Autumn is almost upon us and you’re looking in your cupboards to find the right thing to wear. Very often at this time of year, the temperature during the day can vary by more than 10 degrees. What worked well in the morning is often way too warm by mid day. You can’t bring yourself to wear dark colours and thick fabrics, but feel that the clothes you relied upon all summer now look out of place. The shift from summer into autumn can give you a real dilemma when it comes to dressing for the moment. We’re all in the pursuit of a wardrobe that works as seasons change. Once you have developed a strong core collection, you will find that you can draw on aspects of it all year round.
Organise your wardrobe in the Autumn
I think the summer/autumn transition period is the ideal excuse to sort out your clothes. Give yourself time and space to prepare for this reorganisation and to lay the foundations of a wardrobe that works for you. I know ‘spring cleaning’ is a traditional thing, but I think at that time, you often don’t make many decisions when it comes to your wardrobe. You just put your ‘winter’ clothes away in the rush to embrace the warmth that spring promises.
The result of just putting your clothes away is that our wardrobes are often full. We have clothes that no longer fit, clothes from a different life, clothes we’re fallen out of love with, clothes that we’ve never worn. And that’s before the more obvious mistakes!
However, the last thing you need is to go from one extreme to the other in an attempt to de clutter. From a bulging cupboard (when the advert for space saving vacuum bags looks good), to a wardrobe that is pared down to bare necessities. From having so much stuff you actually can’t find anything to wear, to having so little that you really have nothing to wear!
A quick guide to sorting your wardrobe
There are different ways to get a wardrobe that works for you. I have written several journal posts on this subject and you can find any amount of advice on-line. But here are several key criteria we all need to keep in mind.
Make lists, then make piles. Be ruthless but realistic. Find suitable storage for keepsakes. Go through your clothes a section at a time so it’s not too overwhelming. Identify mistakes and successes. Try and recognise gaps that need filling. Invest in storage boxes. Buy good hangers.
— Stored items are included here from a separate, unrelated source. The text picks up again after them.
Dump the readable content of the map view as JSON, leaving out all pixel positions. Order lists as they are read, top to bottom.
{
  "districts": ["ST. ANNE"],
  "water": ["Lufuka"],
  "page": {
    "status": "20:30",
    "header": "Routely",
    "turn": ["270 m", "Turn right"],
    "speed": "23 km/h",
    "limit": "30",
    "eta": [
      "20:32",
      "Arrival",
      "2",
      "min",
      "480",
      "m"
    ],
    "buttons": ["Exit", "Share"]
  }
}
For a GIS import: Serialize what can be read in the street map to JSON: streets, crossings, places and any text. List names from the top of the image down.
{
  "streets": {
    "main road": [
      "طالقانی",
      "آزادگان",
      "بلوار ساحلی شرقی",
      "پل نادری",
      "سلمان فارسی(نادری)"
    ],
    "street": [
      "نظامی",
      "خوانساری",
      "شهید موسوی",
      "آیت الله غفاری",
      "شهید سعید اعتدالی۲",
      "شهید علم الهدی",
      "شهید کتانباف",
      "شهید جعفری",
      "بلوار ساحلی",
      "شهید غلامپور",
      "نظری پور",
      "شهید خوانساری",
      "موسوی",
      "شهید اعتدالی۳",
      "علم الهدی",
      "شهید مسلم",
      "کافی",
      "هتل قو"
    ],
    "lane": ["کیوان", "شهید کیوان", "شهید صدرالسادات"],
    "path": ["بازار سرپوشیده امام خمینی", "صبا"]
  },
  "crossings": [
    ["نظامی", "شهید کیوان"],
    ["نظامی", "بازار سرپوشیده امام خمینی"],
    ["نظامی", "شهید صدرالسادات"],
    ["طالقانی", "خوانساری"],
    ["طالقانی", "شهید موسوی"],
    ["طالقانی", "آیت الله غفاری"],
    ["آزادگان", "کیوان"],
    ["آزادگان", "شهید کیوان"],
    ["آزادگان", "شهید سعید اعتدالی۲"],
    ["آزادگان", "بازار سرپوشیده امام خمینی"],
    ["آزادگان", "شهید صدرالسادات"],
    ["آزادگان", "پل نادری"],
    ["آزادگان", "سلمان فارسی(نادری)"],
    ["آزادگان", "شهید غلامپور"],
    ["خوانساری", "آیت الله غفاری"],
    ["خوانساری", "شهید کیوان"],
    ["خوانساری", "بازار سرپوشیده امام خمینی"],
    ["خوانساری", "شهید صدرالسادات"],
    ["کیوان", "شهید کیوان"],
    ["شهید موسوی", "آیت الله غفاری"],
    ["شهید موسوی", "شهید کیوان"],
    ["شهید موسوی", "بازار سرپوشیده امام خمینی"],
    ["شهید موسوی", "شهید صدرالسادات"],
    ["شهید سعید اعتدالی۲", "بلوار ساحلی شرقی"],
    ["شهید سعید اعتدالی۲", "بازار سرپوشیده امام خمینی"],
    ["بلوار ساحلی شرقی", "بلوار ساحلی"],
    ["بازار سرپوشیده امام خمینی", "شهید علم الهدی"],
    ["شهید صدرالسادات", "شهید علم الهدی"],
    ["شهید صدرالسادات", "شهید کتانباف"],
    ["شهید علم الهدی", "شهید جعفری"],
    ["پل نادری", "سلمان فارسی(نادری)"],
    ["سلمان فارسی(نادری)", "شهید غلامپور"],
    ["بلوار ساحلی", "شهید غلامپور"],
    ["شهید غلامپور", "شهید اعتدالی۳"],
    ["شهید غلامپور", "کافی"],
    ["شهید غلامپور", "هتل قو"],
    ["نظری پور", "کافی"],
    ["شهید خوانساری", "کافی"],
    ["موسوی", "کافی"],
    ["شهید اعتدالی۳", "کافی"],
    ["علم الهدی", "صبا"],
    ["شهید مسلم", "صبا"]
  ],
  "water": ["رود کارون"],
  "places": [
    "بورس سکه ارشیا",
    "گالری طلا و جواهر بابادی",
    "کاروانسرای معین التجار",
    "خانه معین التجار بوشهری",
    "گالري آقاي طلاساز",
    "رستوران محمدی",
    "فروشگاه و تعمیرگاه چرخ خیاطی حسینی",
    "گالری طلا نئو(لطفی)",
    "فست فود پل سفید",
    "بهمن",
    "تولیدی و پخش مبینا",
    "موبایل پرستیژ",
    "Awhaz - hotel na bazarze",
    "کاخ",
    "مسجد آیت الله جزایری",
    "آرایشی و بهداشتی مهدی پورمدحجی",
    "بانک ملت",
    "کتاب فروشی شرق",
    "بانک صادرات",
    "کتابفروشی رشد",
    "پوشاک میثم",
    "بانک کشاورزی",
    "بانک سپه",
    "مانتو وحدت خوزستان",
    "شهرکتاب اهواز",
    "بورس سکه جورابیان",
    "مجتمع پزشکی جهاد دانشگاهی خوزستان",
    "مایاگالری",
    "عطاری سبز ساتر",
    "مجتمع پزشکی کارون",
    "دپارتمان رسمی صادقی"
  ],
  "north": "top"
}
Separate, and keep, the clothes that fit with your lifestyle, clothes that are your current size, and clothes that mix with other items and can take you effortlessly through the seasons. Recycle, bin and donate the things that don’t work for you. Store the things you can’t bear to part with but that don’t fit your current criteria.
How to make a wardrobe that works as seasons change
The answer to the change in the seasons comes from layering. In winter you can wear a good technical base layer and build on that. By technical base layer I’m not suggesting polar explorer or Everest mountaineer. I mean the way the technology has filtered down to the high street from these expeditions. Marks and Spencer, Uniqlo and many other companies now sell ranges of finely knitted ‘heat tech’ clothes. These are designed to be layered under just about anything. Leggings, vests, T-shirts and tights all work to keep you warm with very little bulk. Add your dress, suit, jeans or whatever and you’re warmer but not too hot. On cold days bring out the knitwear and scarves. On warm days, leave the base layer in the drawer.
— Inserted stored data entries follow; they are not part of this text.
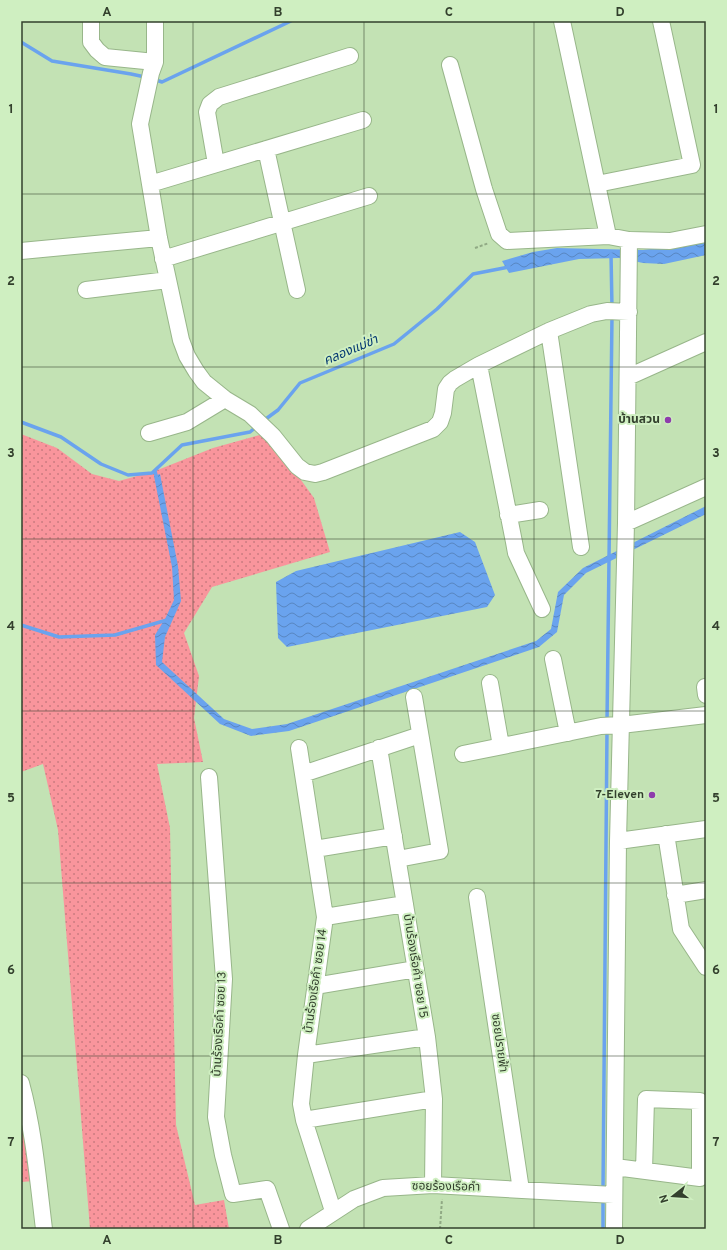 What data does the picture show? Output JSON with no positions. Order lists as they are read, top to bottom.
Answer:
{
  "streets": {
    "street": [
      "บ้านร้องเรือคำ ซอย 15",
      "บ้านร้องเรือคำ ซอย 14",
      "บ้านร้องเรือคำ ซอย 13",
      "ซอยปรายฟ้า",
      "ซอยร้องเรือคำ"
    ]
  },
  "crossings": [
    ["บ้านร้องเรือคำ ซอย 15", "ซอยร้องเรือคำ"],
    ["บ้านร้องเรือคำ ซอย 14", "ซอยร้องเรือคำ"],
    ["ซอยปรายฟ้า", "ซอยร้องเรือคำ"]
  ],
  "water": ["คลองแม่ข่า"],
  "places": ["บ้านสวน", "7-Eleven"],
  "north": "left",
  "grid": {
    "columns": [
      "A",
      "B",
      "C",
      "D"
    ],
    "rows": [
      "1",
      "2",
      "3",
      "4",
      "5",
      "6",
      "7"
    ]
  }
} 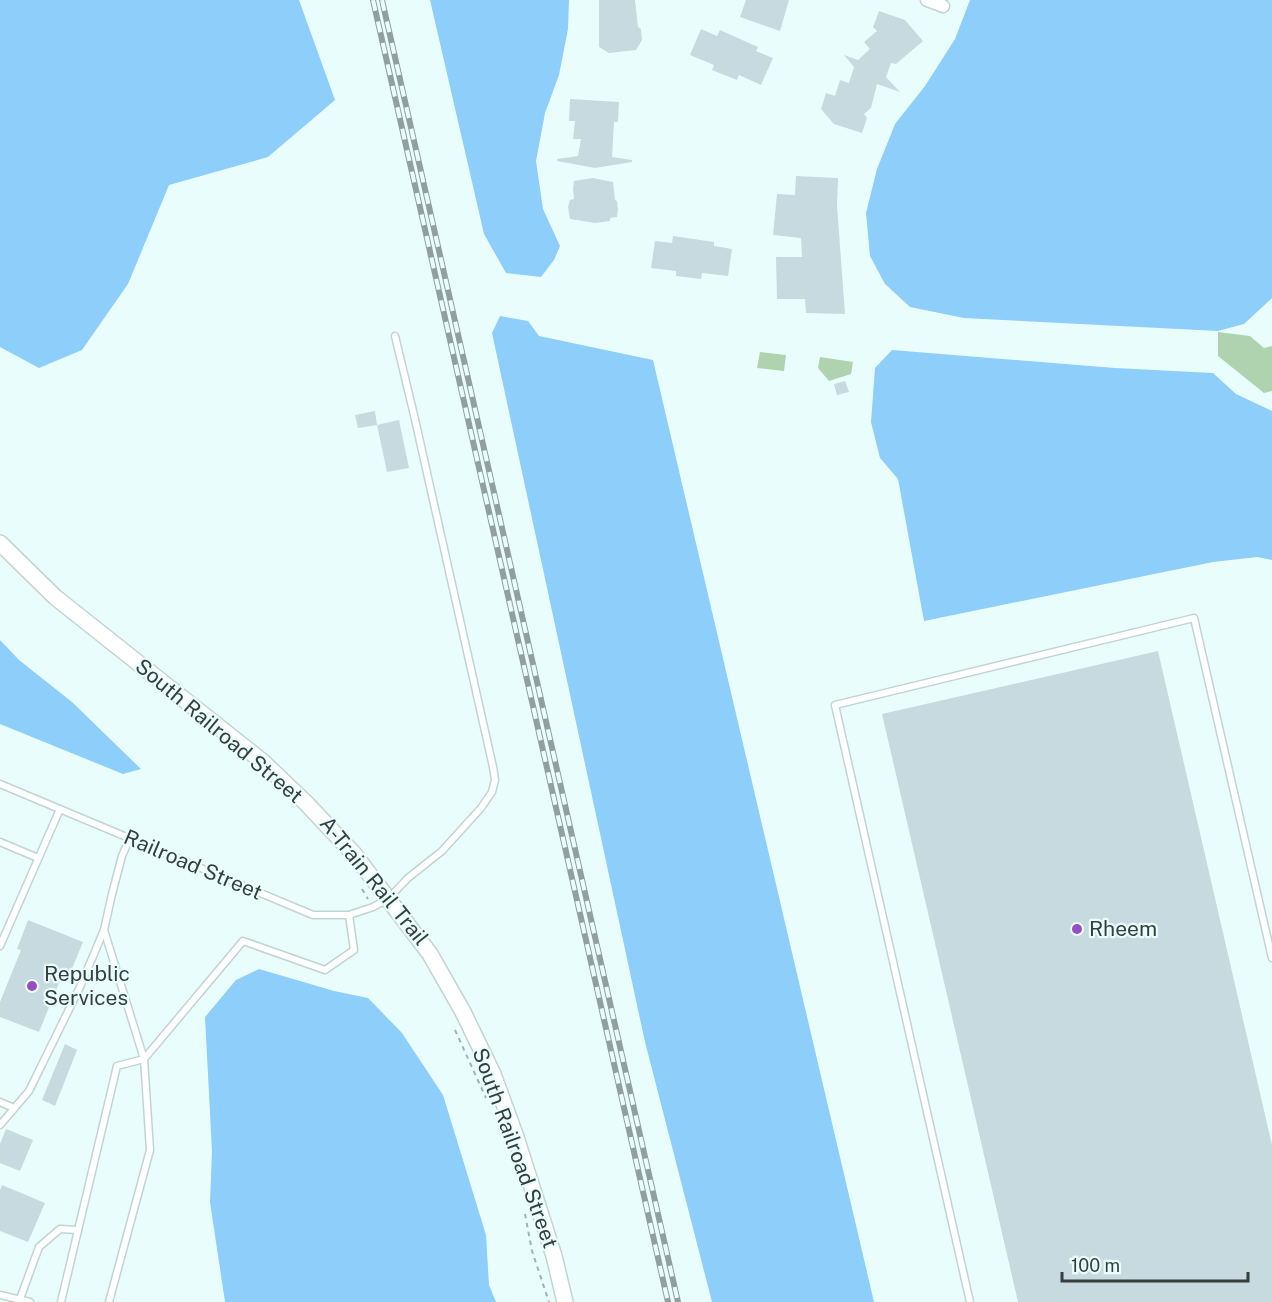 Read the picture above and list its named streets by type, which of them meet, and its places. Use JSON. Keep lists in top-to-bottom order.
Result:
{
  "streets": {
    "street": ["South Railroad Street"],
    "lane": ["Railroad Street"],
    "path": ["A-Train Rail Trail"]
  },
  "crossings": [
    ["South Railroad Street", "Railroad Street"],
    ["Railroad Street", "A-Train Rail Trail"]
  ],
  "places": ["Rheem", "Republic Services"],
  "scale_bar": "100 m"
}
In our temperate climate, we have few really hot weeks and few really cold weeks. This means that we spend the majority of the year wearing the same clothes. It is these clothes, this core of your wardrobe, that you need to concentrate on. Clothes you take more time to find and ultimately, spend more money on. If you have this strong collection of clothes, you can go just about anywhere, at any time of the year.
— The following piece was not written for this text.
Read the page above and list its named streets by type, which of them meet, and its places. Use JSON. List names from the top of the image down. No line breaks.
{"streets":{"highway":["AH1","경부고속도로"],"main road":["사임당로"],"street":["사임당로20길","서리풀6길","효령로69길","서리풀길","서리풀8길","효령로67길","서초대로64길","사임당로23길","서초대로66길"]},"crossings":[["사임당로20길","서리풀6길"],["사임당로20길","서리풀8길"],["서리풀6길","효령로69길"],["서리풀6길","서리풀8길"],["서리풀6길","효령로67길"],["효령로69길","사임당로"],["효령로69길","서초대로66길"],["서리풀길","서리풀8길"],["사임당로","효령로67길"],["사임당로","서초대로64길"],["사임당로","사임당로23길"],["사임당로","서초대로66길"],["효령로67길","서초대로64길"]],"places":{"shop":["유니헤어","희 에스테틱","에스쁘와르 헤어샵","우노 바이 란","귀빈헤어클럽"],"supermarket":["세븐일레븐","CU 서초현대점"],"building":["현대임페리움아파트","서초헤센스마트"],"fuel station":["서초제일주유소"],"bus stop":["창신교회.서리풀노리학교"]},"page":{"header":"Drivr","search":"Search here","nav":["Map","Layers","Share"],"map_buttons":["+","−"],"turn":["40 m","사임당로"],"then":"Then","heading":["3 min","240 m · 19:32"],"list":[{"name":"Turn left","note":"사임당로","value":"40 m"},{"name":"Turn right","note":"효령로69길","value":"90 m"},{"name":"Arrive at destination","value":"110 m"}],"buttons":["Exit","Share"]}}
By creating a wardrobe that has flexibility through the seasons you can get far more value from the things you own. Colours trends may come and go, but if your wardrobe works cohesively for you, there should always be something suitable right at your fingertips. Getting the colours right is important and a grey jumper, even if it’s the right weight, might look too dull in May. In the same way a thick pale pink cardigan can be tricky to pair with your wool trousers in November.
Experiment and find what works for you. There are no rules, the idea is just to make your choices easier, meaning you make the most out of all your clothes, not just the same couple of outfits over and over again.